Stationed about 12 miles from the Demilitarized Zone (DMZ), he was part of an engineering unit that built bridges and provided supplies to units in training. He spent about six of his 12 months there in the field.

“We got shot at one time from North Korea,” McKinney said. “They call in friendly fire. We were told, when standing our post, that we’re not supposed to make faces at the North Koreans, just stand your ground. Some young, white guy from Alabama decided that he was going to call them names and stuff, and they started shooting at us, just for warning. I survived a couple drive-by shootings in Gary (Indiana); there’s nothing friendly about that.”

McKinney would return to the United States and spend time in Maryland and North Carolina before being promoted to a driver for a colonel at Aberdeen Proving Ground. He also served as a driver for various VIPs who visited.

He said the best part of this job was being exempt from a lot of extra duties, such as a weekend shift to pick up new recruits arriving at the base.

McKinney was the 1987 Wisconsin high jump champion (6 feet, 8 inches) and was part of the all-Army track team. The competed in amateur events around the nation.

“The greatest meet that I went to was the Modesto Relays in Modesto, California,” he said. “It was a pro-am meet, and I finally hit that 7-foot mark, but everybody else was high jumping 7-3.”

He remembered blushing when he first met Florence Griffith Joyner.

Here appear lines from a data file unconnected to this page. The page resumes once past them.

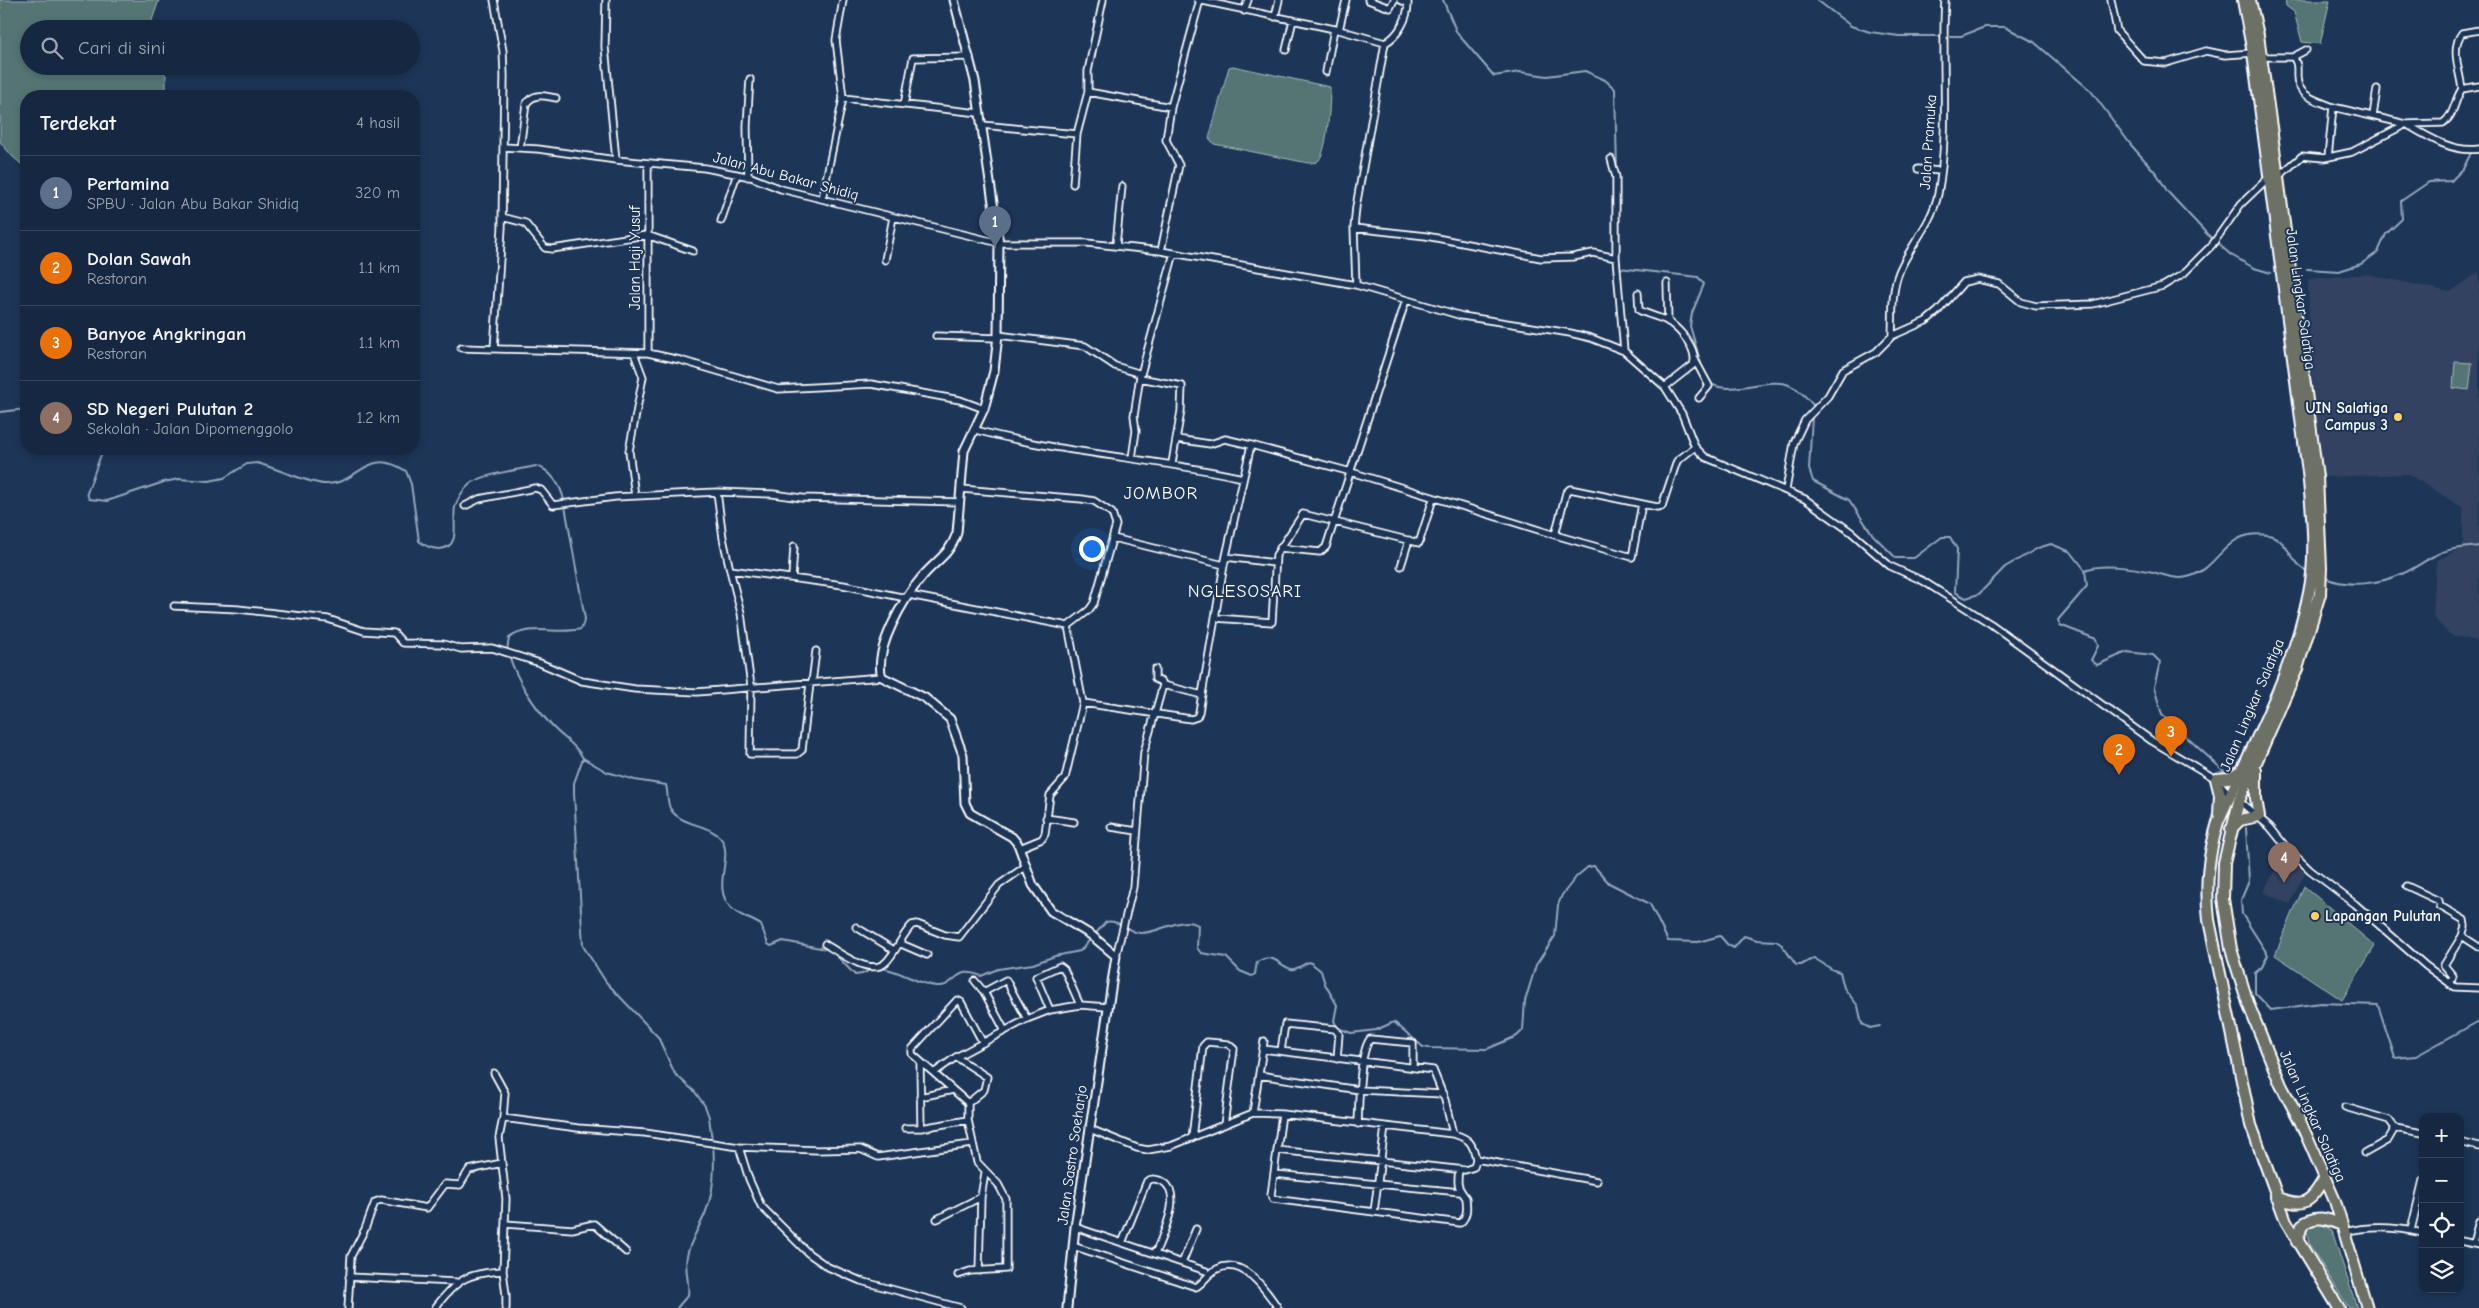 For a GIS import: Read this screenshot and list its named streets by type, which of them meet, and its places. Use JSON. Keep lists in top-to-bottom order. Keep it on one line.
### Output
{"streets":{"highway":["Jalan Lingkar Salatiga"],"street":["Jalan Pramuka","Jalan Abu Bakar Shidiq","Jalan Haji Yusuf","Jalan Sastro Soeharjo"]},"crossings":[["Jalan Abu Bakar Shidiq","Jalan Haji Yusuf"]],"districts":["JOMBOR","NGLESOSARI"],"places":["UIN Salatiga Campus 3","Lapangan Pulutan"],"page":{"search":"Cari di sini","heading":["Terdekat","4 hasil"],"list":[{"mark":"1","name":"Pertamina","note":"SPBU · Jalan Abu Bakar Shidiq","value":"320 m"},{"mark":"2","name":"Dolan Sawah","note":"Restoran","value":"1.1 km"},{"mark":"3","name":"Banyoe Angkringan","note":"Restoran","value":"1.1 km"},{"mark":"4","name":"SD Negeri Pulutan 2","note":"Sekolah · Jalan Dipomenggolo","value":"1.2 km"}],"pins":["1","3","2","4"],"map_buttons":["+","−"]}} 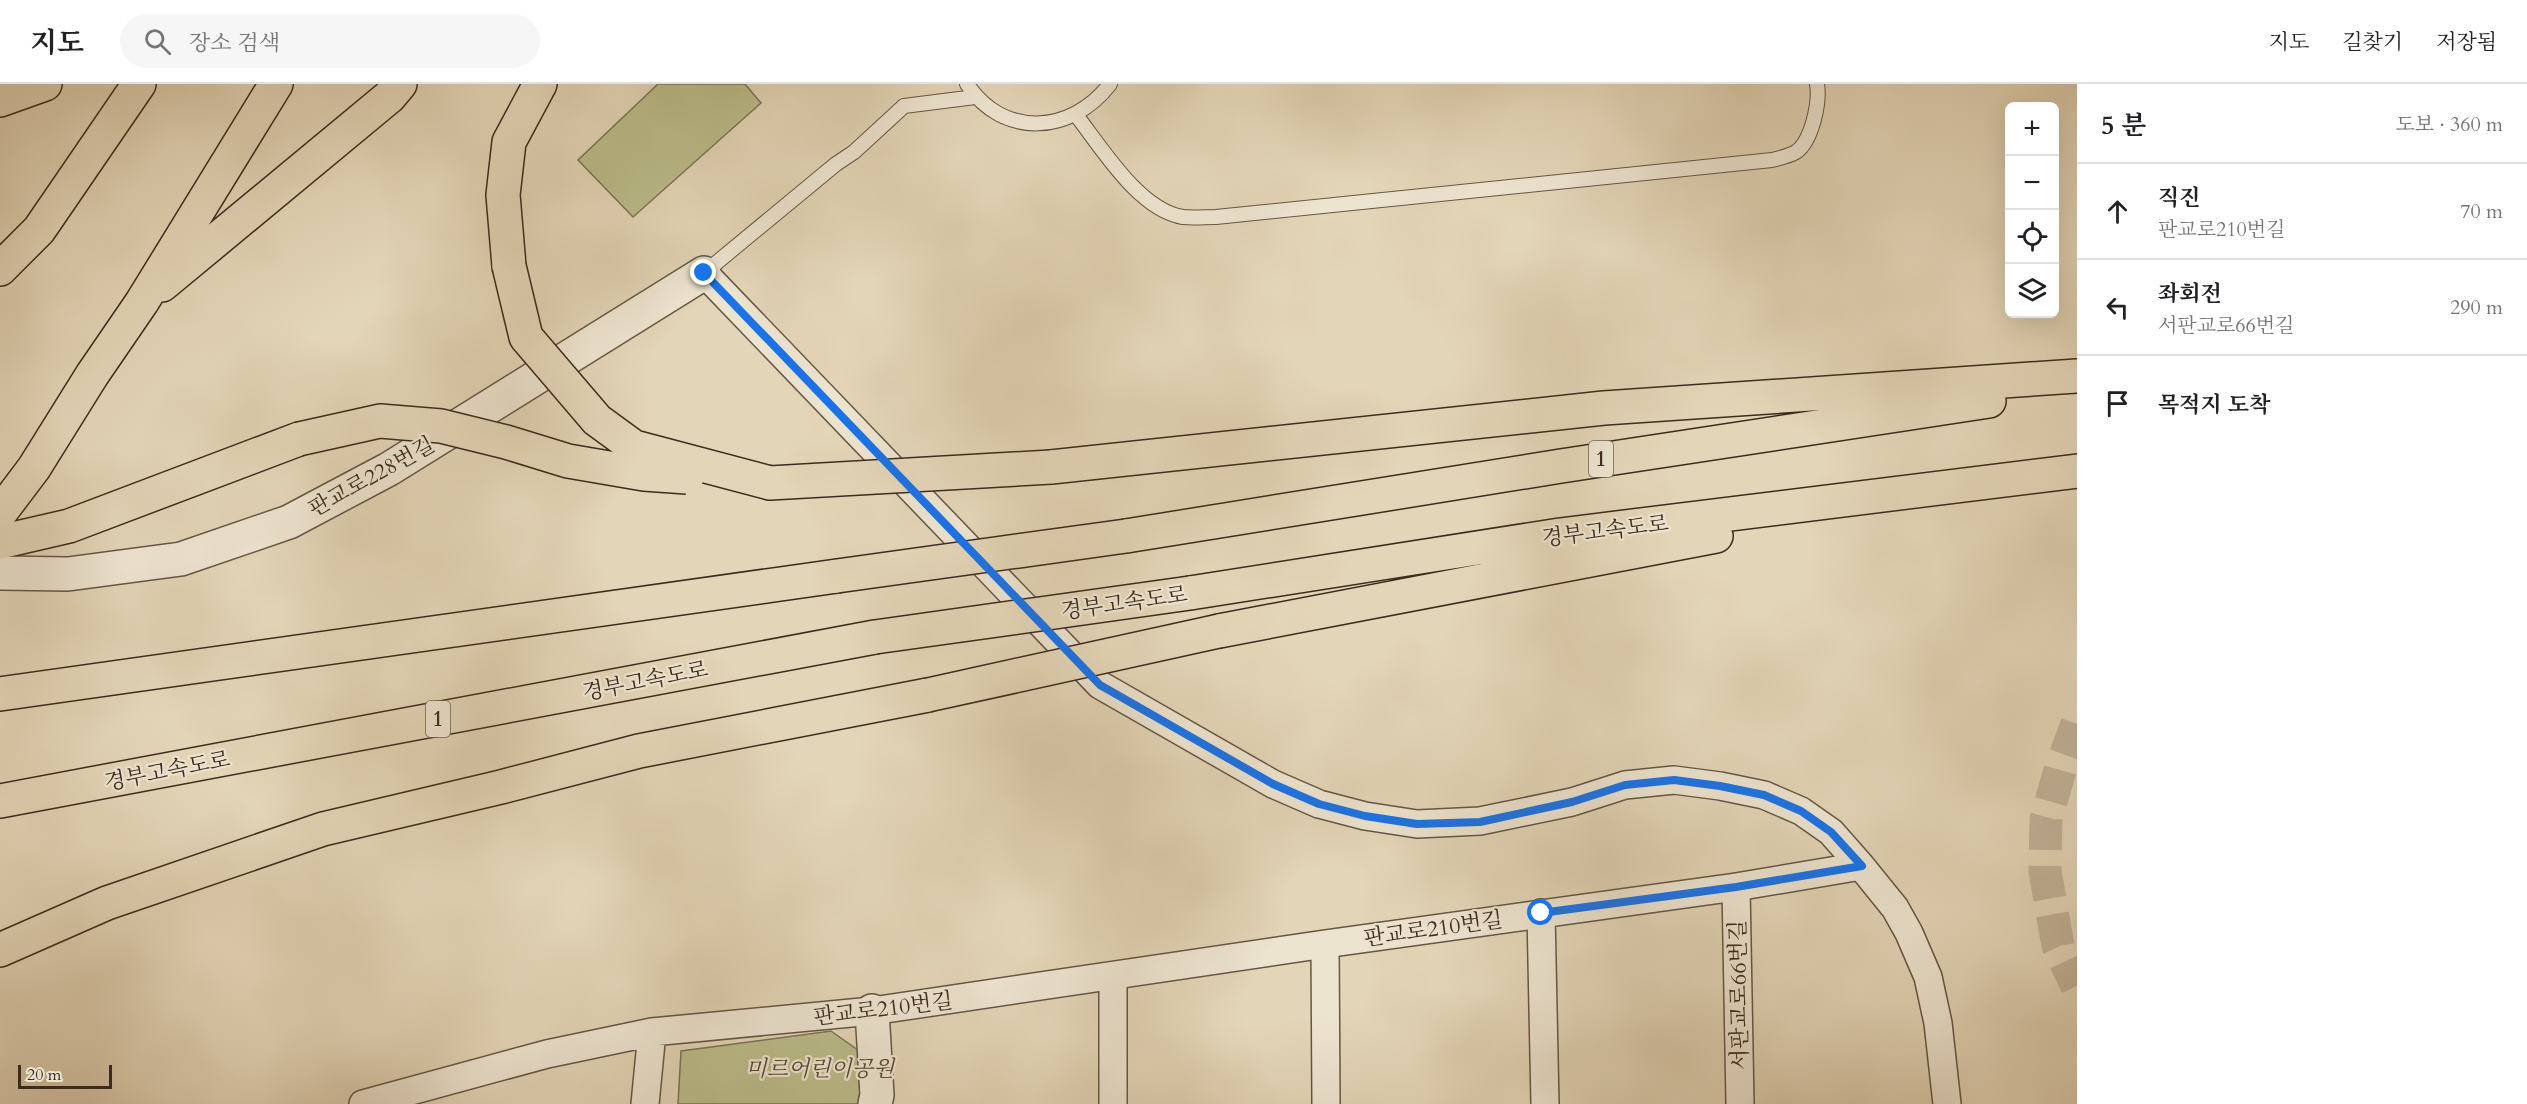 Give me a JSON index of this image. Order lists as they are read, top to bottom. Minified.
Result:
{"streets":{"highway":["1","경부고속도로"],"street":["판교로228번길","판교로210번길","서판교로66번길"]},"crossings":[["판교로210번길","서판교로66번길"]],"parks":["미르어린이공원"],"scale_bar":"20 m","page":{"header":"지도","search":"장소 검색","nav":["지도","길찾기","저장됨"],"heading":["5 분","도보 · 360 m"],"map_buttons":["+","−"],"list":[["직진","판교로210번길","70 m"],["좌회전","서판교로66번길","290 m"],"목적지 도착"],"scale":"20 m"}} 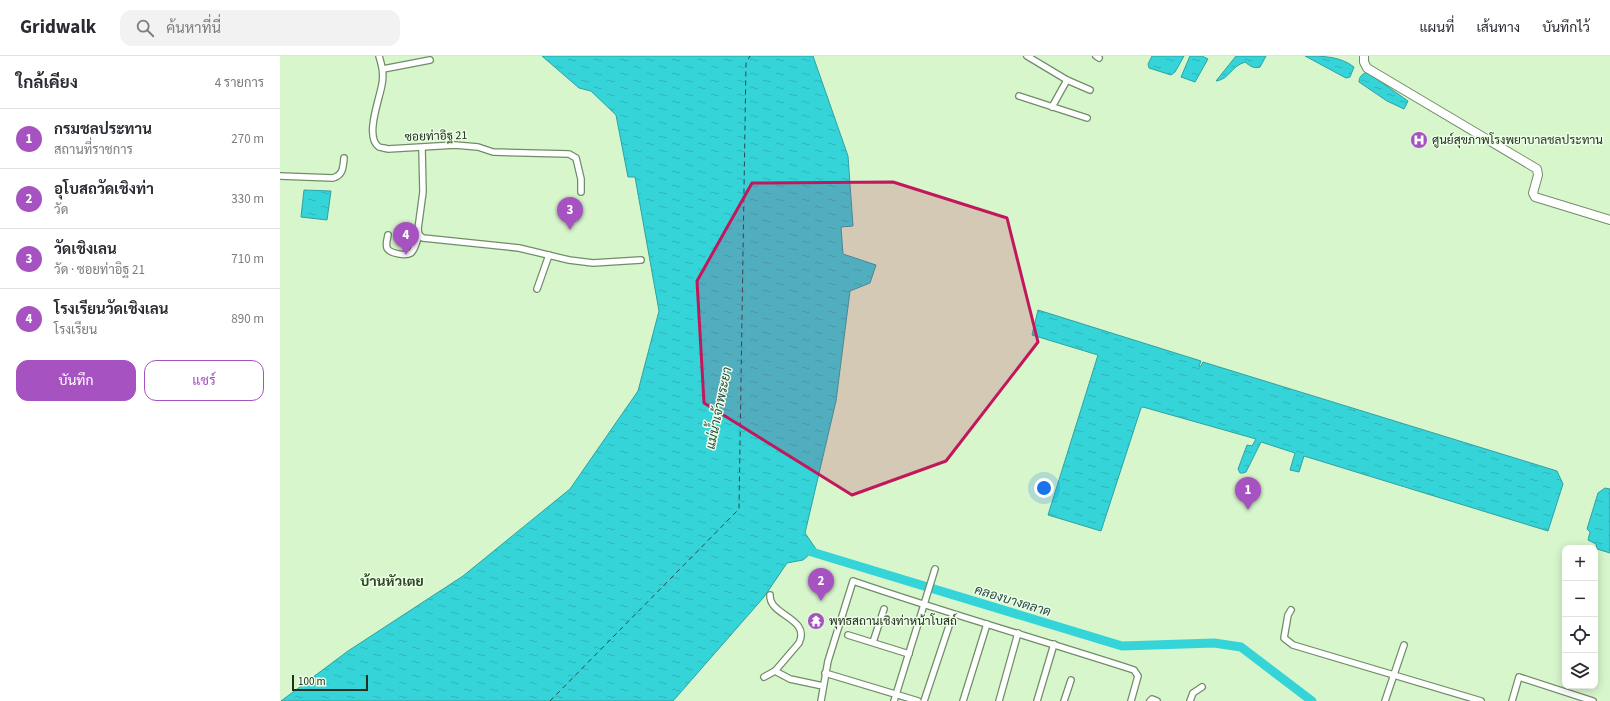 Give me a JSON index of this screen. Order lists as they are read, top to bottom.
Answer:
{
  "streets": {
    "street": ["ซอยท่าอิฐ 21"]
  },
  "districts": ["บ้านหัวเตย"],
  "water": ["แม่น้ำเจ้าพระยา", "คลองบางตลาด"],
  "places": {
    "hospital": ["ศูนย์สุขภาพโรงพยาบาลชลประทาน"],
    "temple": ["พุทธสถานเชิงท่าหน้าโบสถ์"]
  },
  "scale_bar": "100 m",
  "page": {
    "header": "Gridwalk",
    "search": "ค้นหาที่นี่",
    "nav": ["แผนที่", "เส้นทาง", "บันทึกไว้"],
    "heading": ["ใกล้เคียง", "4 รายการ"],
    "list": [
      {
        "mark": "1",
        "name": "กรมชลประทาน",
        "note": "สถานที่ราชการ",
        "value": "270 m"
      },
      {
        "mark": "2",
        "name": "อุโบสถวัดเชิงท่า",
        "note": "วัด",
        "value": "330 m"
      },
      {
        "mark": "3",
        "name": "วัดเชิงเลน",
        "note": "วัด · ซอยท่าอิฐ 21",
        "value": "710 m"
      },
      {
        "mark": "4",
        "name": "โรงเรียนวัดเชิงเลน",
        "note": "โรงเรียน",
        "value": "890 m"
      }
    ],
    "pins": [
      "3",
      "4",
      "1",
      "2"
    ],
    "buttons": ["บันทึก", "แชร์"],
    "map_buttons": ["+", "−"],
    "scale": "100 m"
  }
}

He also tried out for the all-Army basketball team and scrimmaged against Navy.

“That was when David Robinson played,” McKinney said. “I had the honor and privilege of him dunking on me.”

Wear and tear on his body, specifically his hip flexor muscle, ended his Army sports endeavors.

Army career comes to an end

He initially enlisted in the Army for four years and re-signed for another four. But in December 1994, he was medically separated from the military, partly due to his physical condition and a national decision to downsize the military.

“The military was really helping me and saving my life,” McKinney said. “I loved it. I felt comfortable. I met so many new friends and was able to go places, to travel, even in the United States. When I would come here to visit … when you start seeing some of your friends doing the same thing, and you say, ‘Wow, I actually escaped.’ I’m having a blast.”

He returned to Madison to live with his mother. He had married in the Army and was now going through a divorce. His wife and two children were living in Mississippi.

“No one was giving me the opportunity to get my own apartment, because I didn’t have a job,” he said.

His mother opted to return to Gary, Indiana, and McKinney took some of his savings and paid for an apartment for six months. Come Labor Day weekend, he didn’t have enough money to keep it.

“I was out on the streets, homeless. I had bought a car from an auction for $500, and I was sleeping in it. I lived in my car,” McKinney said. “I used to take my showers at the gas station … right across from the Pine Cone. To eat, I was working at Ponderosa as a waiter.”

For three months, he lived in his car until a friend’s brother needed a roommate. When the lease ended in June 1996, the roommate moved on, and McKinney was back in his car. A few months later, he was staying with a cousin when he started to get help from the Veterans Administration.

“I had a lot of anger with the policies that were really bad for men, especially for Black men. They were treating Black men horrible. They treated my (soon-to-be ex-wife) like a queen. They were attacking me,” he said. “It was frustrating. Here I am trying to do the right thing. It was really, really frustrating. Trying to get the help, and the help wasn’t there.

“I didn’t do drugs, so I wasn’t strung out on drugs. I wasn’t no alcoholic. I wasn’t robbing nobody, I wasn’t stealing. I believed in the system, but the system was failing me. It was discriminating big time.”

Through hard work and perseverance, he landed a job at American Family Insurance and was there for nearly 10 years. He then decided to pursue a career in education.

Today, he is remarried, has a few more children and works as the site coordinator at C.H. Bird Elementary School in Sun Prairie.